On Thursday last week, Pastor Ng’ang’a, who had earlier been questioned by Traffic Commandant Charlton Muriithi, was quizzed for another four hours.
The State, through the police, intends to withdraw charges against Mr Kuria.
In another case, the DPP is also expected to make a decision on the case involving Bishop Thomas Wahome of Helicopter Ministries, who knocked down and killed a man in Othaya on June 24.
Mr Muriithi told the Nation that the file on Bishop Wahome had been forwarded to the DPP’s offices in Nyeri. “The DPP’s office is to advise on the way forward once they (the police in Othaya) forward the file to him for advice.
It’s procedure as his office has to study the file,” said the traffic police boss.
In that case, the concern had been that the police had closed the case after the family of Godfrey Mwaniki asked them to stop pursuing it because they had reached an agreement with Bishop Wahome, who has confirmed that he was involved in the accident and had entered into an agreement with the family.

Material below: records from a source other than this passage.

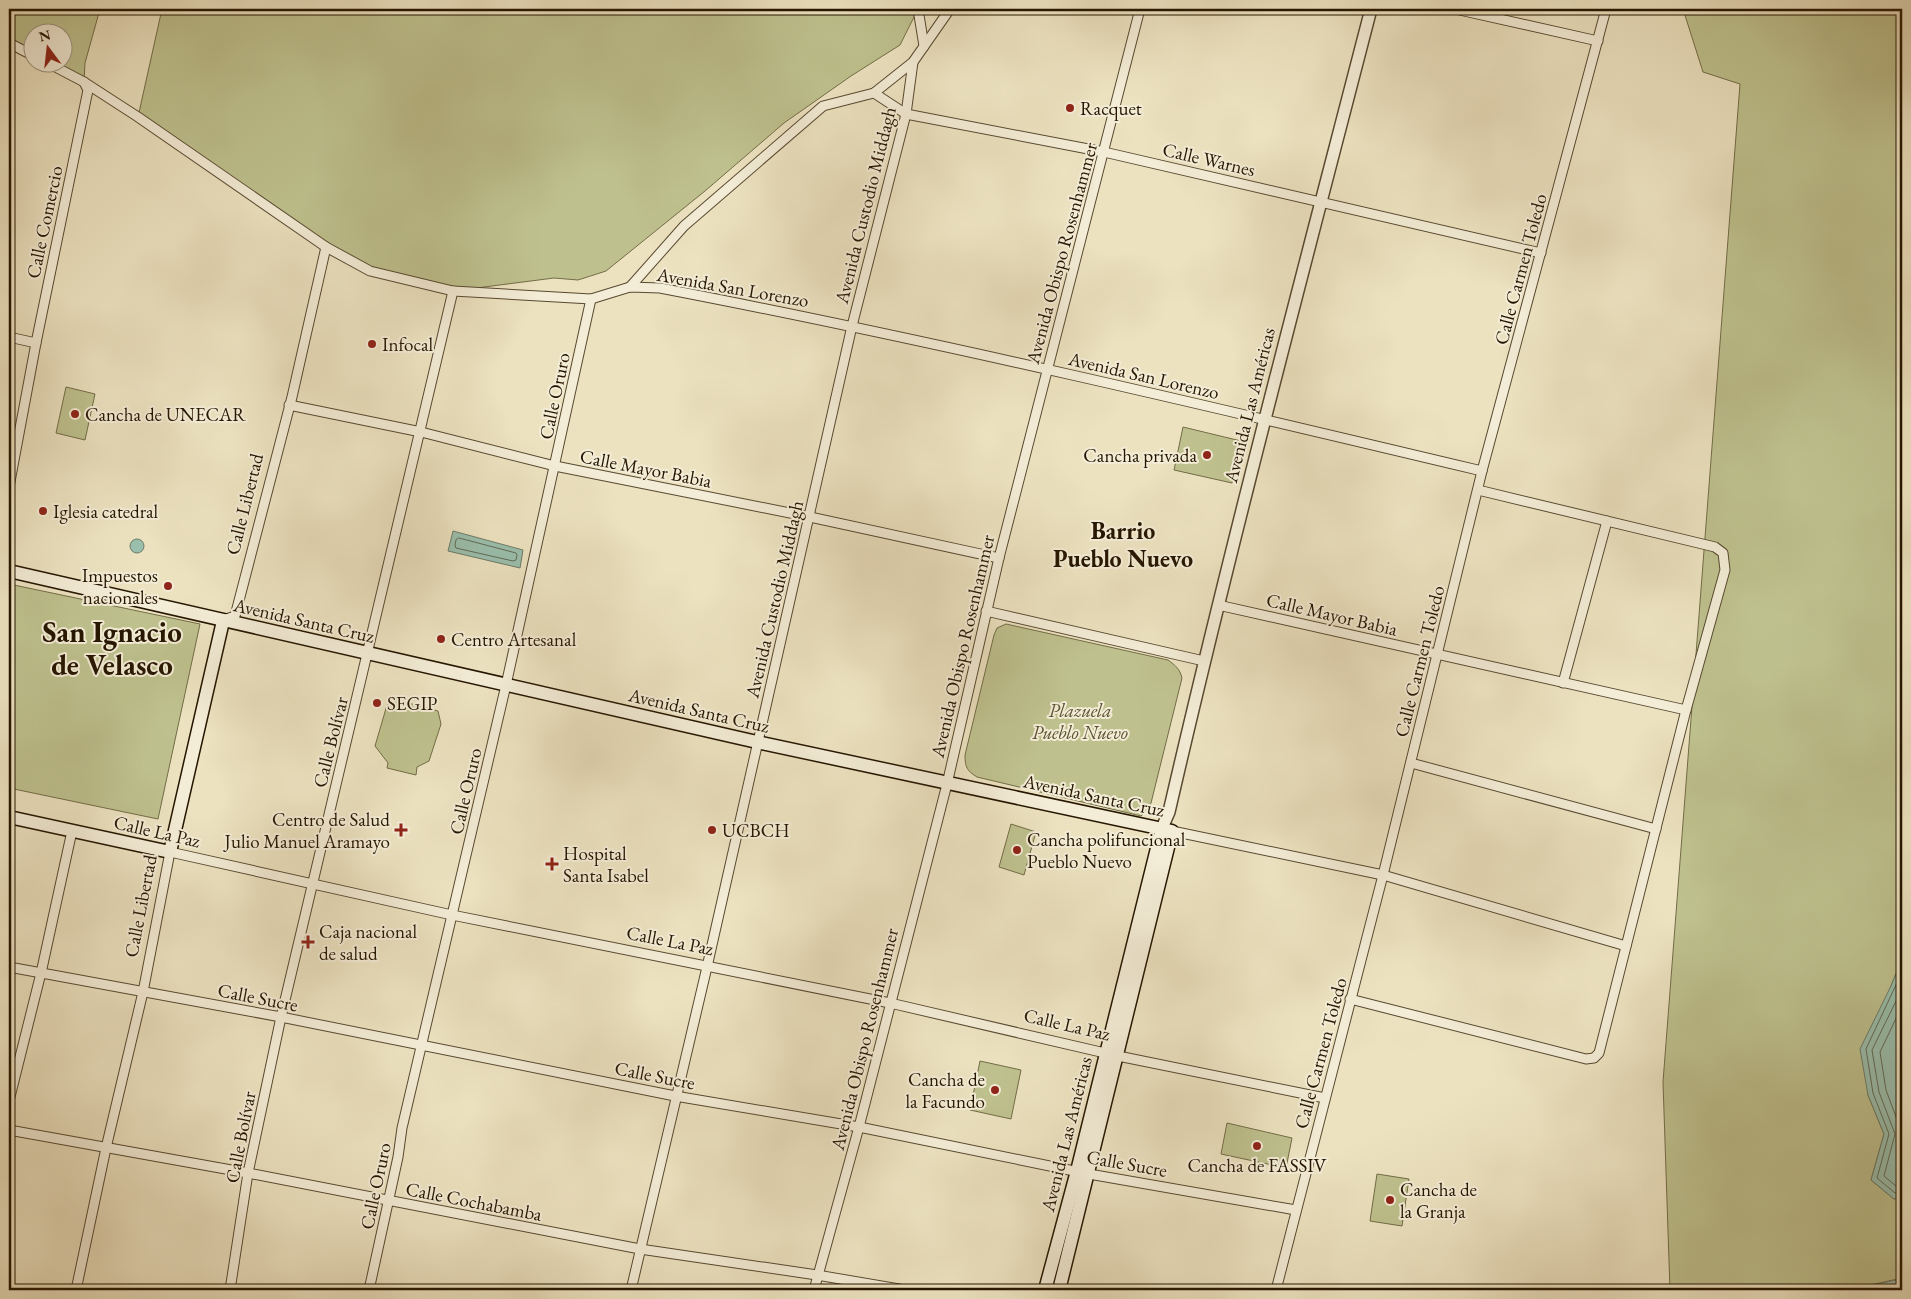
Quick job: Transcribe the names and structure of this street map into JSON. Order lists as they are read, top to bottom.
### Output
{
  "streets": {
    "main road": [
      "Avenida Las Américas",
      "Calle Libertad",
      "Avenida Santa Cruz",
      "Calle La Paz"
    ],
    "street": [
      "Calle Warnes",
      "Avenida Custodio Middagh",
      "Calle Comercio",
      "Avenida Obispo Rosenhammer",
      "Calle Carmen Toledo",
      "Avenida San Lorenzo",
      "Calle Oruro",
      "Calle Mayor Babia",
      "Calle Bolívar",
      "Calle Sucre",
      "Calle Cochabamba"
    ]
  },
  "crossings": [
    ["Calle Warnes", "Avenida Custodio Middagh"],
    ["Calle Warnes", "Avenida Obispo Rosenhammer"],
    ["Calle Warnes", "Calle Carmen Toledo"],
    ["Calle Warnes", "Avenida Las Américas"],
    ["Avenida Custodio Middagh", "Avenida San Lorenzo"],
    ["Avenida Custodio Middagh", "Calle Mayor Babia"],
    ["Avenida Custodio Middagh", "Avenida Santa Cruz"],
    ["Avenida Custodio Middagh", "Calle La Paz"],
    ["Avenida Custodio Middagh", "Calle Sucre"],
    ["Avenida Custodio Middagh", "Calle Cochabamba"],
    ["Calle Comercio", "Avenida San Lorenzo"],
    ["Avenida Obispo Rosenhammer", "Avenida San Lorenzo"],
    ["Avenida Obispo Rosenhammer", "Calle Mayor Babia"],
    ["Avenida Obispo Rosenhammer", "Avenida Santa Cruz"],
    ["Avenida Obispo Rosenhammer", "Calle La Paz"],
    ["Avenida Obispo Rosenhammer", "Calle Sucre"],
    ["Avenida Obispo Rosenhammer", "Calle Cochabamba"],
    ["Calle Carmen Toledo", "Avenida San Lorenzo"],
    ["Calle Carmen Toledo", "Calle Mayor Babia"],
    ["Calle Carmen Toledo", "Avenida Santa Cruz"],
    ["Calle Carmen Toledo", "Calle La Paz"],
    ["Calle Carmen Toledo", "Calle Sucre"],
    ["Avenida San Lorenzo", "Calle Oruro"],
    ["Avenida San Lorenzo", "Avenida Las Américas"],
    ["Avenida San Lorenzo", "Calle Libertad"],
    ["Avenida San Lorenzo", "Calle Bolívar"],
    ["Calle Oruro", "Calle Mayor Babia"],
    ["Calle Oruro", "Avenida Santa Cruz"],
    ["Calle Oruro", "Calle La Paz"],
    ["Calle Oruro", "Calle Sucre"],
    ["Calle Oruro", "Calle Cochabamba"],
    ["Avenida Las Américas", "Calle Mayor Babia"],
    ["Avenida Las Américas", "Avenida Santa Cruz"],
    ["Avenida Las Américas", "Calle La Paz"],
    ["Avenida Las Américas", "Calle Sucre"],
    ["Calle Mayor Babia", "Calle Libertad"],
    ["Calle Mayor Babia", "Calle Bolívar"],
    ["Calle Libertad", "Avenida Santa Cruz"],
    ["Calle Libertad", "Calle La Paz"],
    ["Calle Libertad", "Calle Sucre"],
    ["Calle Libertad", "Calle Cochabamba"],
    ["Avenida Santa Cruz", "Calle Bolívar"],
    ["Calle Bolívar", "Calle La Paz"],
    ["Calle Bolívar", "Calle Sucre"],
    ["Calle Bolívar", "Calle Cochabamba"]
  ],
  "districts": ["Barrio Pueblo Nuevo", "San Ignacio de Velasco"],
  "parks": ["Plazuela Pueblo Nuevo"],
  "places": {
    "other": [
      "Racquet",
      "Infocal",
      "Cancha de UNECAR",
      "Cancha privada",
      "Iglesia catedral",
      "Impuestos nacionales",
      "Centro Artesanal",
      "SEGIP",
      "UCBCH",
      "Cancha polifuncional Pueblo Nuevo",
      "Cancha de la Facundo",
      "Cancha de FASSIV",
      "Cancha de la Granja"
    ],
    "health": ["Centro de Salud Julio Manuel Aramayo", "Hospital Santa Isabel", "Caja nacional de salud"]
  },
  "north": "top"
}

“I went and told them that nobody would want to kill another that way. This is a normal accident. They also agreed and said their brother had said he was going to have his last drink. I assisted them during the funeral arrangements,” he said.
The deal was reported to the police by Mr Mwaniki’s widow, his two sons, his father and a village elder.
Meanwhile, another team of detectives is investigating the ownership and origin of at least four other luxury vehicles linked to Mr Francis Ng’ang’a Mundia who, Mr Boinnet said, owned the car.
Records at the Kenya Revenue Authority, however, indicated that it belonged to Mr Alexander Kamweru Njenga. Mr Mundia owns a car bazaar along Valley Road.